3) Seek his face (Ps 27:8). Prayer and Bible reading are keys to a vibrant relationship with God. Have you let these essentials slip as the year has continued on. Find a colleague to pray with. Lock into a meaningful Bible-reading plan. You can’t give the students something that you don’t have. We all need to be filled so that we can fill others.

4) Reflect on God’s grace. We are not successful because of our ingenuity or systems or effort. We are successful in ministry when God moves. Revival is when God uses ordinary means to bring about extraordinary results. Salvation is when God uses his gospel to bring dead hearts to life. Transformation is God applying his perfect power to our imperfect lives. Do you notice the theme of all these things? They are all the gracious work of God. Remember that.
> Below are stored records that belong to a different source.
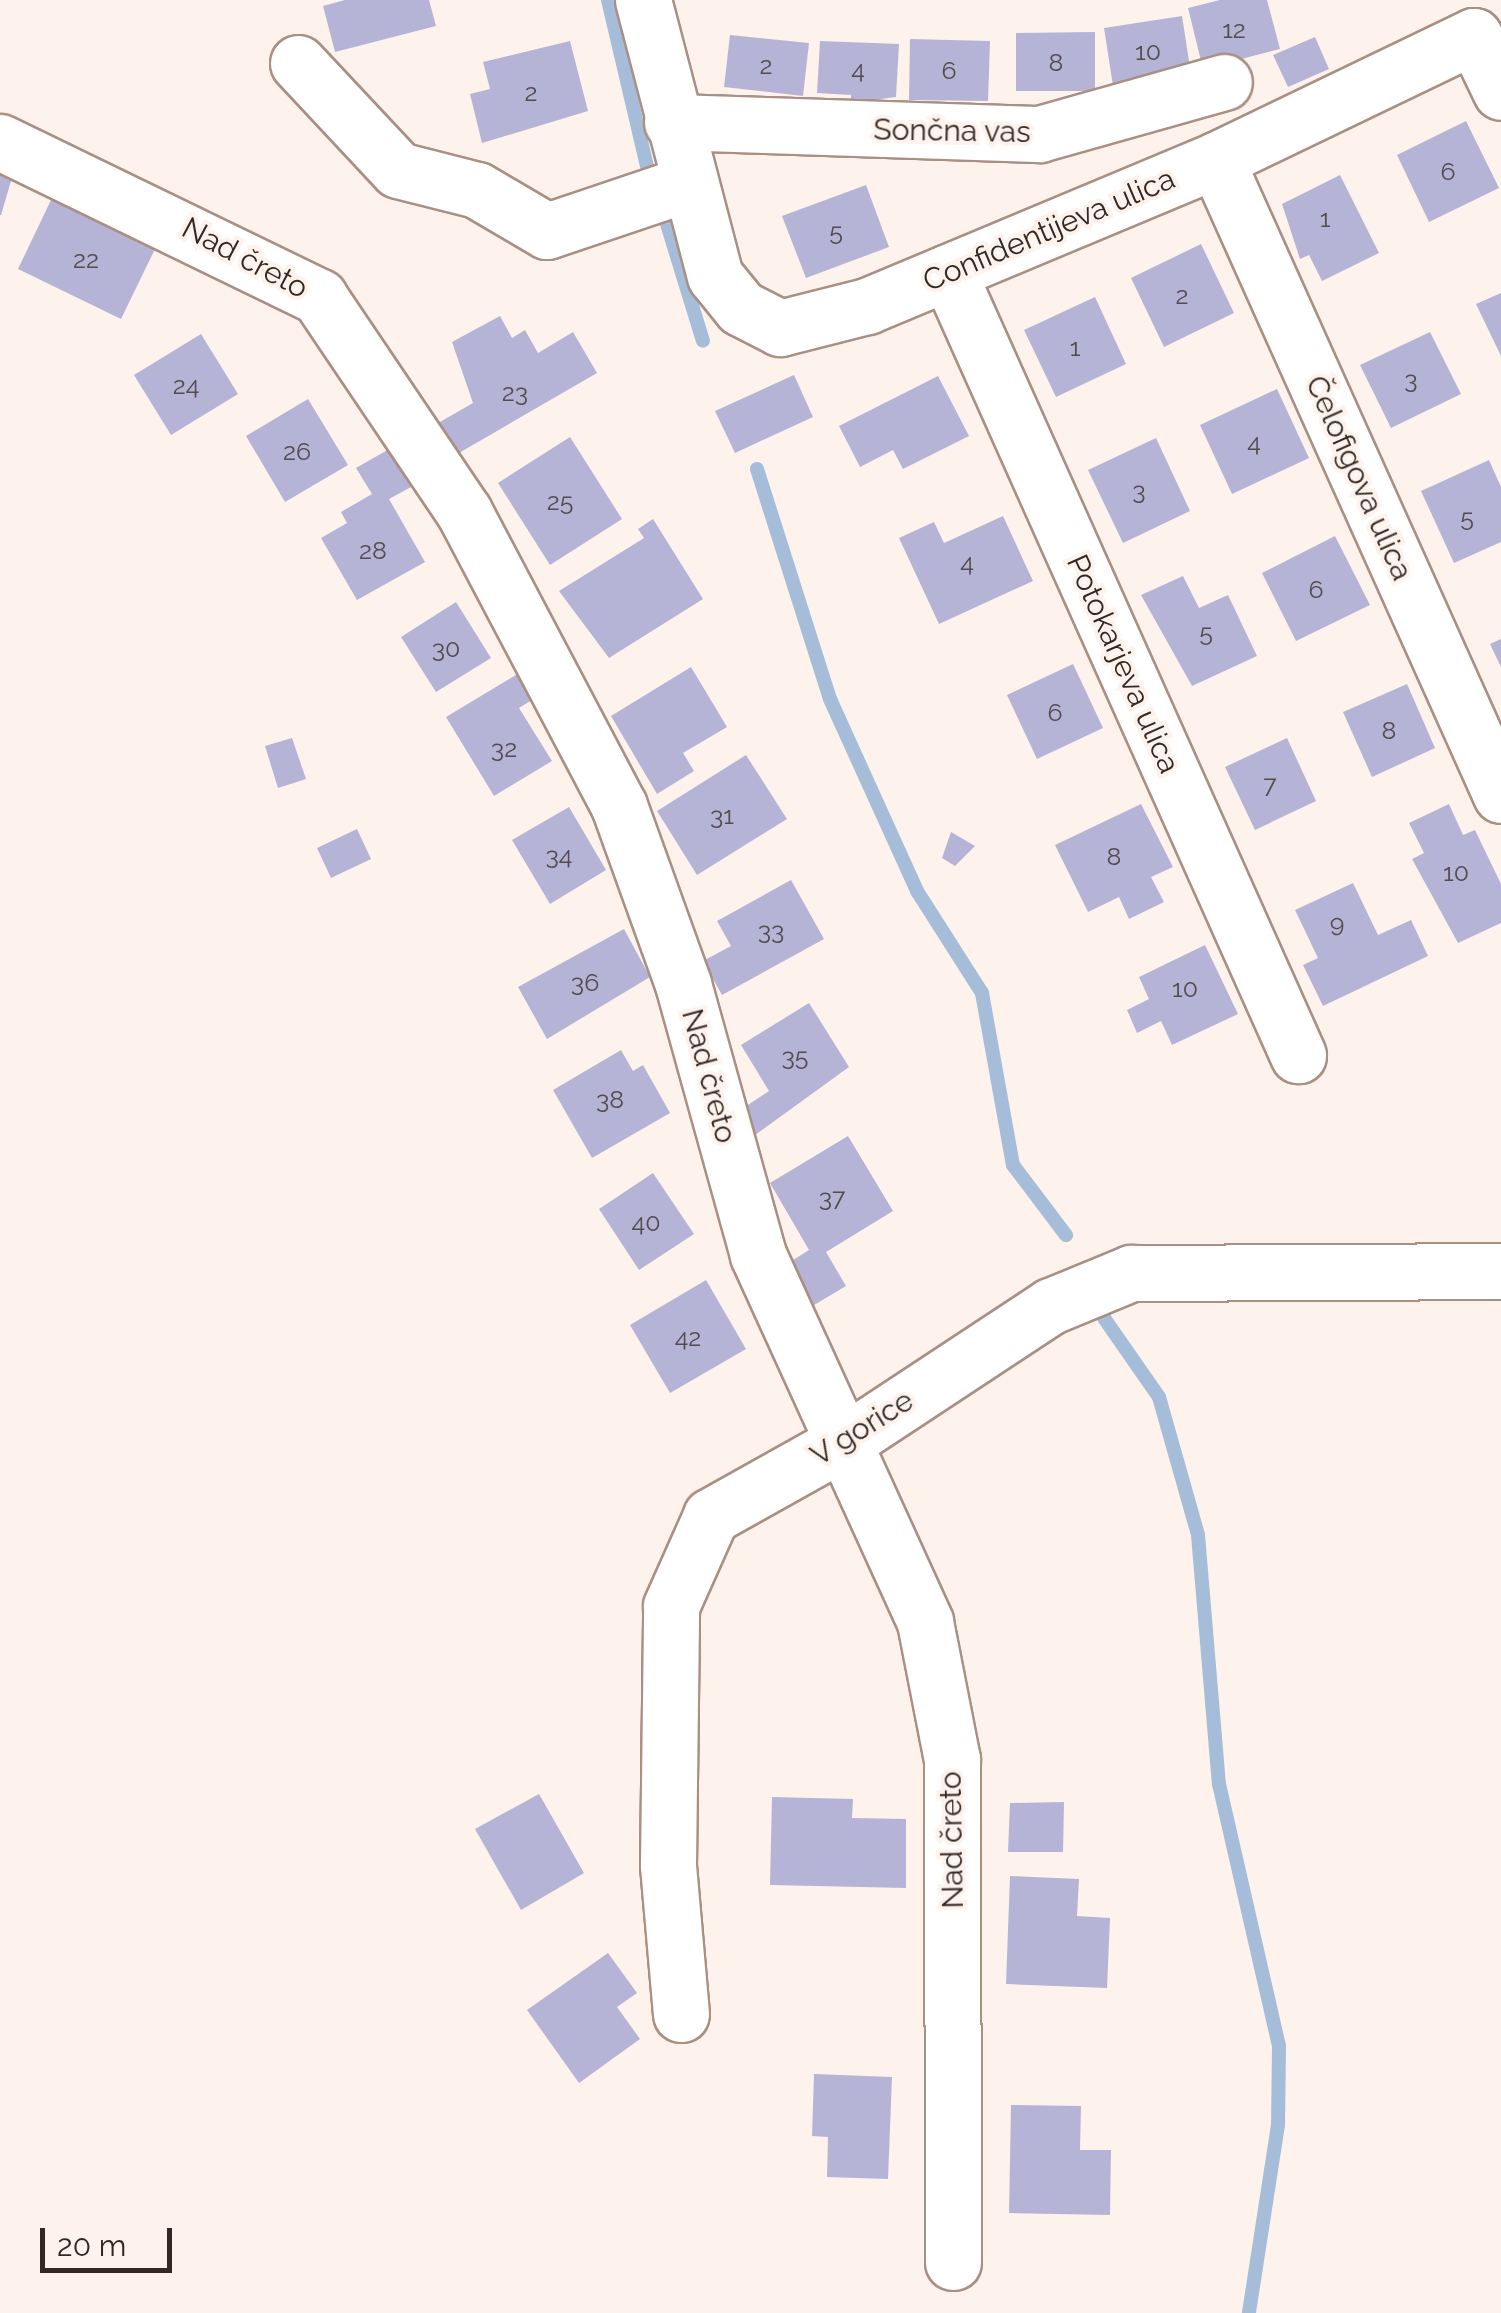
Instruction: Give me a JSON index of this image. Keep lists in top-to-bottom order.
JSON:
{
  "streets": {
    "street": [
      "Sončna vas",
      "Confidentijeva ulica",
      "Nad čreto",
      "Čelofigova ulica",
      "Potokarjeva ulica",
      "V gorice"
    ]
  },
  "crossings": [
    ["Sončna vas", "Confidentijeva ulica"],
    ["Confidentijeva ulica", "Čelofigova ulica"],
    ["Confidentijeva ulica", "Potokarjeva ulica"],
    ["Nad čreto", "V gorice"]
  ],
  "house_numbers": [
    "12",
    "10",
    "8",
    "2",
    "4",
    "6",
    "2",
    "6",
    "1",
    "5",
    "22",
    "2",
    "1",
    "3",
    "24",
    "23",
    "4",
    "26",
    "3",
    "25",
    "5",
    "28",
    "4",
    "6",
    "5",
    "30",
    "6",
    "8",
    "32",
    "7",
    "31",
    "34",
    "8",
    "10",
    "9",
    "33",
    "36",
    "10",
    "35",
    "38",
    "37",
    "40",
    "42"
  ],
  "scale_bar": "20 m"
}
Remember. Wait. Seek. Reflect. And finally, expect.

5) Expect that God will do a mighty work for his name and for his glory. As Asaph prayed in Psalm 79:9:

Help us, God our Savior
  for the glory of your name.

Christmas Confidence for the Struggling Teacher

Teaching in a Christian school can be hard. There are all the usual challenges of teaching (discipline, time-management, grading, communication, etc.), but there is something else too: the heavy weight of hard-hearted students. One of my most persistent struggles as a classroom teacher has been with lost students who see the gospel as old, boring, played-out, and dry. They think that, because they have heard the story often, it is normal for them to be innoculated to its worship-inducing effects. It crushes me that those who are quickest to yawn at the gospel are those who have never grasped the goodness of the gracious God who has offered Himself to a lost and needy world. It is hard to watch a starving soul push away the nourishing meal that is so desperately needed.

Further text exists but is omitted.